I have a df,
keys
0 one
1 two,one
2 " "
3 five,one
4 " "
5 two,four
6 four
7 four,five
and two lists,
actual=["one","two"]
syn=["four","five"]
I am creating a new row df["val"]
I am trrying to get the categories of the cells in df["keys"]

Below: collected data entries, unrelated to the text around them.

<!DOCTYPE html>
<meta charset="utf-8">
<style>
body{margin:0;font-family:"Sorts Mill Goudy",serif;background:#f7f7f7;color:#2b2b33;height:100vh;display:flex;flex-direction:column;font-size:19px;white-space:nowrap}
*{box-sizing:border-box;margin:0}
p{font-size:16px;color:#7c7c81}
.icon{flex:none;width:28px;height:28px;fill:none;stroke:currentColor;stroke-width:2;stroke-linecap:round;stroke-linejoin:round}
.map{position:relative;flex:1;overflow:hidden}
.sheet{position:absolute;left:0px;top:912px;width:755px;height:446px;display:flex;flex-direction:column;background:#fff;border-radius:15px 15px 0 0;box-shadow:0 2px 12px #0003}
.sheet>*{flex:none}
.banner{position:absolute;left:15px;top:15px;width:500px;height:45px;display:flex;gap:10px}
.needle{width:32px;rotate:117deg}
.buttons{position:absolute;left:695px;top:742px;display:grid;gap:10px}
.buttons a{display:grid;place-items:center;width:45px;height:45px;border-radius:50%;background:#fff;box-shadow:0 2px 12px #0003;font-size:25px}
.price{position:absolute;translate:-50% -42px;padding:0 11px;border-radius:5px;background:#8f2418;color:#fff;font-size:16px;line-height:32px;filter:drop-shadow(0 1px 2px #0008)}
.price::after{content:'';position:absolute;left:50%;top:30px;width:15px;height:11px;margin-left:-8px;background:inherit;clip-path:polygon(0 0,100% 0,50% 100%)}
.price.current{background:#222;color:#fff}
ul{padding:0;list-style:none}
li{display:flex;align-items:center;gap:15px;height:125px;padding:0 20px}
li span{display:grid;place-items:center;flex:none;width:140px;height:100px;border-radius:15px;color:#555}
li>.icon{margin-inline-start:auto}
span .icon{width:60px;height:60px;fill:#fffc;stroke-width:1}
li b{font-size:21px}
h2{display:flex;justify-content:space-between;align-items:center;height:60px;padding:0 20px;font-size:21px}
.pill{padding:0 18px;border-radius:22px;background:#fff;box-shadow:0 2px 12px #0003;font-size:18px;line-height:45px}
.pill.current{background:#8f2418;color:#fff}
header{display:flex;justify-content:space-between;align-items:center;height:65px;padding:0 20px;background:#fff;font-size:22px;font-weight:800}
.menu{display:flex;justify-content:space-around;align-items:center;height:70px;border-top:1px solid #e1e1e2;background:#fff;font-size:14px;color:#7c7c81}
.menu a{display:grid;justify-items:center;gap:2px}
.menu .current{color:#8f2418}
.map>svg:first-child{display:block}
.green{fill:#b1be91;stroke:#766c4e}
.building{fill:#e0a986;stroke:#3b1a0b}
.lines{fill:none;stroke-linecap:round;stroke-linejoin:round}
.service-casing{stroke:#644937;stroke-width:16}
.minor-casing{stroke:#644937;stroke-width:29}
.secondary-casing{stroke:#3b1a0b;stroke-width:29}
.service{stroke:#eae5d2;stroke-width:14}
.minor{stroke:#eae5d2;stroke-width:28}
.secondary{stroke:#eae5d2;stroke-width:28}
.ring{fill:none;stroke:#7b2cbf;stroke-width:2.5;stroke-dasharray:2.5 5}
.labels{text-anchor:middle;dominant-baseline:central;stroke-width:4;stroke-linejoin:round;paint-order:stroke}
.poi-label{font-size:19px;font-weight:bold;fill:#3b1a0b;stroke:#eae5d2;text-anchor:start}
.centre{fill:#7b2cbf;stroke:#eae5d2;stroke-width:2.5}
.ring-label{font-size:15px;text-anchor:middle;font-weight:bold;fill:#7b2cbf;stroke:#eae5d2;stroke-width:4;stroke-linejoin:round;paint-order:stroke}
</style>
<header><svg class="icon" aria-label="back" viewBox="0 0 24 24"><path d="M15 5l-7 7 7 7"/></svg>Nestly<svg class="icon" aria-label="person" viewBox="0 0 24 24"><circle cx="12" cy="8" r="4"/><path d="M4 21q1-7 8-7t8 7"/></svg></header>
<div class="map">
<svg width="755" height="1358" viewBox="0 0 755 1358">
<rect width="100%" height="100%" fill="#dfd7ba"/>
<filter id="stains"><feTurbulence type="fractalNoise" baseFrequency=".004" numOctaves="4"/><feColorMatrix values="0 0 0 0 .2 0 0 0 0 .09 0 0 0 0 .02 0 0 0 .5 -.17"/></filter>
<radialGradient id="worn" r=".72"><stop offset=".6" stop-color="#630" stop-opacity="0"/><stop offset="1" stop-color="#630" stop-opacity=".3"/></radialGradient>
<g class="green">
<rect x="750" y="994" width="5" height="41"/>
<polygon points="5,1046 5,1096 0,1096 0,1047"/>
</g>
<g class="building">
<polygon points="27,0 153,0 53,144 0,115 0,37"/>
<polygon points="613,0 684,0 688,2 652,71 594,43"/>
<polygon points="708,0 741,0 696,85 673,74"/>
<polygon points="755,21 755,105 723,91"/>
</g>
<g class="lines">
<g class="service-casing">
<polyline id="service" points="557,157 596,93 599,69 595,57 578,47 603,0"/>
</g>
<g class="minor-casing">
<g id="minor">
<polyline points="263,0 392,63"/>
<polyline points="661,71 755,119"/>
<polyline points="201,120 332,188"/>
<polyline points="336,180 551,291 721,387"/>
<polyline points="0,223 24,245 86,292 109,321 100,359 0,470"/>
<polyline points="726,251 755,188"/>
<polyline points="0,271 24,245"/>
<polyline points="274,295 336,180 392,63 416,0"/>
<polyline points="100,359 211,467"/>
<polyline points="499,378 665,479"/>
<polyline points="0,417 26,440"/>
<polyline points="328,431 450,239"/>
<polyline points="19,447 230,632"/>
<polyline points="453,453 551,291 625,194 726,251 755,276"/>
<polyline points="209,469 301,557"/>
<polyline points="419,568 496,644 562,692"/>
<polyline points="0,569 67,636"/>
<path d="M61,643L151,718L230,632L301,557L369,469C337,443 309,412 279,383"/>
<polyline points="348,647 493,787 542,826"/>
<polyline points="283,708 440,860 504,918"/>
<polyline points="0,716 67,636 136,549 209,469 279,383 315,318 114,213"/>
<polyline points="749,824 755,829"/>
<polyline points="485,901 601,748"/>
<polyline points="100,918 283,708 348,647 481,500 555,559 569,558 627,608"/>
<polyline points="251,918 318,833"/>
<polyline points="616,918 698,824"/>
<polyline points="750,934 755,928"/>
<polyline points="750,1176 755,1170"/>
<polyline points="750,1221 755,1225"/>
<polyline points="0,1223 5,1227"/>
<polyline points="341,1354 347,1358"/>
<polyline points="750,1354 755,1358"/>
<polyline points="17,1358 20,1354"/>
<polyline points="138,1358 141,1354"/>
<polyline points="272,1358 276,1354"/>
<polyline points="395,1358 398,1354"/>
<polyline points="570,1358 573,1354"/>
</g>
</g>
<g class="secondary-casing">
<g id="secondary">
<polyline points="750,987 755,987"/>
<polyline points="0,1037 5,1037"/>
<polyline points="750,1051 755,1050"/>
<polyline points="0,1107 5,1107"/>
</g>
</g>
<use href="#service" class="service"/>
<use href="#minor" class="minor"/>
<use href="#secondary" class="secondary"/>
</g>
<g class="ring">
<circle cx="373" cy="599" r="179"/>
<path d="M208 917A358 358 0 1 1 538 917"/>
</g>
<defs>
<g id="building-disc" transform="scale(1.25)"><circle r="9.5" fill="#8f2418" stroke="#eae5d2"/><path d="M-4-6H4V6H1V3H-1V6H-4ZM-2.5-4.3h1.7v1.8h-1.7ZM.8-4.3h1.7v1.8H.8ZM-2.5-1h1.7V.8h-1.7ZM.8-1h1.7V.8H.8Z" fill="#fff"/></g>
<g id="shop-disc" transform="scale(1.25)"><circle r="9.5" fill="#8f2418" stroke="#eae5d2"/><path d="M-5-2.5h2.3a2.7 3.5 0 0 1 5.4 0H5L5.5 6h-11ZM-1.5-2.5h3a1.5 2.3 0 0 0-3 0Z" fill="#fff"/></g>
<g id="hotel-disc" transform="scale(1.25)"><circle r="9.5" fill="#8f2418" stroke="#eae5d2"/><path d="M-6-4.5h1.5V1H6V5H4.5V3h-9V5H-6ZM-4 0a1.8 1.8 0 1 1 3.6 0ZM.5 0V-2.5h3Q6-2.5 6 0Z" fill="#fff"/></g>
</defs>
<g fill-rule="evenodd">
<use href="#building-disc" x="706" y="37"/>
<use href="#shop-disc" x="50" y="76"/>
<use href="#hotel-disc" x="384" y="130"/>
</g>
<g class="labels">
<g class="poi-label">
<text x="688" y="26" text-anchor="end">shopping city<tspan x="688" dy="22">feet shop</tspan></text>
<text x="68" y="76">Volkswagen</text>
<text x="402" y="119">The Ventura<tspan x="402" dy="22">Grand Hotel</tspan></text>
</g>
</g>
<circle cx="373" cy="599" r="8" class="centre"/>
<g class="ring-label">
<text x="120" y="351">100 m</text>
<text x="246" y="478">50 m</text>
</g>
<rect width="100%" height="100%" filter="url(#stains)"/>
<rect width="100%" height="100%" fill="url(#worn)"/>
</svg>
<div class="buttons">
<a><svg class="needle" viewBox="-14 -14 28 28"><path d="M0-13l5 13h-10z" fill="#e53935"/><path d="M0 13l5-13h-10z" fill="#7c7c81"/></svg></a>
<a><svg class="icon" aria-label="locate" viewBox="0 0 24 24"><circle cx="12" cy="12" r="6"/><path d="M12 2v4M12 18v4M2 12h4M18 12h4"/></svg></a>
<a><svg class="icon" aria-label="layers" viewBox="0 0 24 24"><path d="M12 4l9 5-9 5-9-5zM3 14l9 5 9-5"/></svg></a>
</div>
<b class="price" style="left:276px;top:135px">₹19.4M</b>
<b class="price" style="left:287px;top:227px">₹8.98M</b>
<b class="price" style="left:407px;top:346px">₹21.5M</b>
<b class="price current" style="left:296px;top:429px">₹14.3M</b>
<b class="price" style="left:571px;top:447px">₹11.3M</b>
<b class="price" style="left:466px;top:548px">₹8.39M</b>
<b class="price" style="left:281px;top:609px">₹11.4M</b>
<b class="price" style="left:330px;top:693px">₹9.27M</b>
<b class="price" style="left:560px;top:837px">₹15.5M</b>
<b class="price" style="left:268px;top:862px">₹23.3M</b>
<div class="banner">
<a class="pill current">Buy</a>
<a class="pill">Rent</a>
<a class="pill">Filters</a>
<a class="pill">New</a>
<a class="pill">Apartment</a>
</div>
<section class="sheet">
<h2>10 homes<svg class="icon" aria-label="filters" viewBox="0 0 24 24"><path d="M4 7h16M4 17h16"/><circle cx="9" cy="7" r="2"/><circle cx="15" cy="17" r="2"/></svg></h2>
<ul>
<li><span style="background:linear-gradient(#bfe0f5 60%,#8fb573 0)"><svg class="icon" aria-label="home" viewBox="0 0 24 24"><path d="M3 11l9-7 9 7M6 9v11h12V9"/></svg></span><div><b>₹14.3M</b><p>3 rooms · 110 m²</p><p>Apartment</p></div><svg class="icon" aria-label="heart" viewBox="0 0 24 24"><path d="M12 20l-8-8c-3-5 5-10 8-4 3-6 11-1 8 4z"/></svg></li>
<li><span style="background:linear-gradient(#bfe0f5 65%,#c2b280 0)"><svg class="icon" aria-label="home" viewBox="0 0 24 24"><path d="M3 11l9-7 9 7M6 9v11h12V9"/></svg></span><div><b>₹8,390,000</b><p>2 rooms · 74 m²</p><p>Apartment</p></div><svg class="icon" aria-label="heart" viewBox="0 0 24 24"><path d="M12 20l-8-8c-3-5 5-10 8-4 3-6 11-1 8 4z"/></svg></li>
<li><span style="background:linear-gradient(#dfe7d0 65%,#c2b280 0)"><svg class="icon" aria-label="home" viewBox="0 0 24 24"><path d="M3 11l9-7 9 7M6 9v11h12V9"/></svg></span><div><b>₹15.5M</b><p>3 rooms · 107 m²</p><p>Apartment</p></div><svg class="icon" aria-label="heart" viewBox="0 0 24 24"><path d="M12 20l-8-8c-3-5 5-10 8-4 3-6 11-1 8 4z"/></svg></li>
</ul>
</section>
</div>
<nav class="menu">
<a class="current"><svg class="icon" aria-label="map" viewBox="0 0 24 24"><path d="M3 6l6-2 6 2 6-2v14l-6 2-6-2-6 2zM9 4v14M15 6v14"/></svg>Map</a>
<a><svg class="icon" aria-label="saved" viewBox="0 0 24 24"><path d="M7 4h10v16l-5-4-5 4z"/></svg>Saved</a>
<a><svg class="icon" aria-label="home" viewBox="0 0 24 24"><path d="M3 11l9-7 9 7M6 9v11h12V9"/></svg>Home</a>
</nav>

. If anyone of the key is present in actual
then i want to add actual in a new column but same row, If anyone of the value is not present in actual then i want the corresponding df["val"] as syn
. and it should not do anything on the white space cells.
My desired output is,
output_df
keys val
0 one actual
1 two,one actual
2 " "
3 five,one actual
4 " "
5 two,four actual
6 four syn
7 four,five syn
Please help, thanks in advance!
Use numpy.select
with double conditions for check membership by compare set
s:
s = df['keys'].str.split(',')
m1 = s.apply(set) & set(actual)
m2 = s.apply(set) & set(syn)
df['part'] = np.select([m1, m2], ['actual','syn'], default='')
print (df)
keys part
0 one actual
1 two,one actual
2
3 five,one actual
4
5 two,four actual
6 four syn
7 four,five syn
Timings:
df = pd.concat([df] * 10000, ignore_index=True)
In [143]: %%timeit
...: s = df['keys'].str.split(',')
...: m1 = s.apply(set) & set(actual)
...: m2 = s.apply(set) & set(syn)
...:
1 loop, best of 3: 160 ms per loop
#cᴏʟᴅsᴘᴇᴇᴅ' s solution
In [144]: %%timeit
...: v = df['keys'].str.split(',',expand=True)
...: m1 = v.isin(["one","two"]).any(1)
...: m2 = v.isin(["four","five"]).any(1)
...:
1 loop, best of 3: 193 ms per loop
Caveat:
Performance really depends on the data.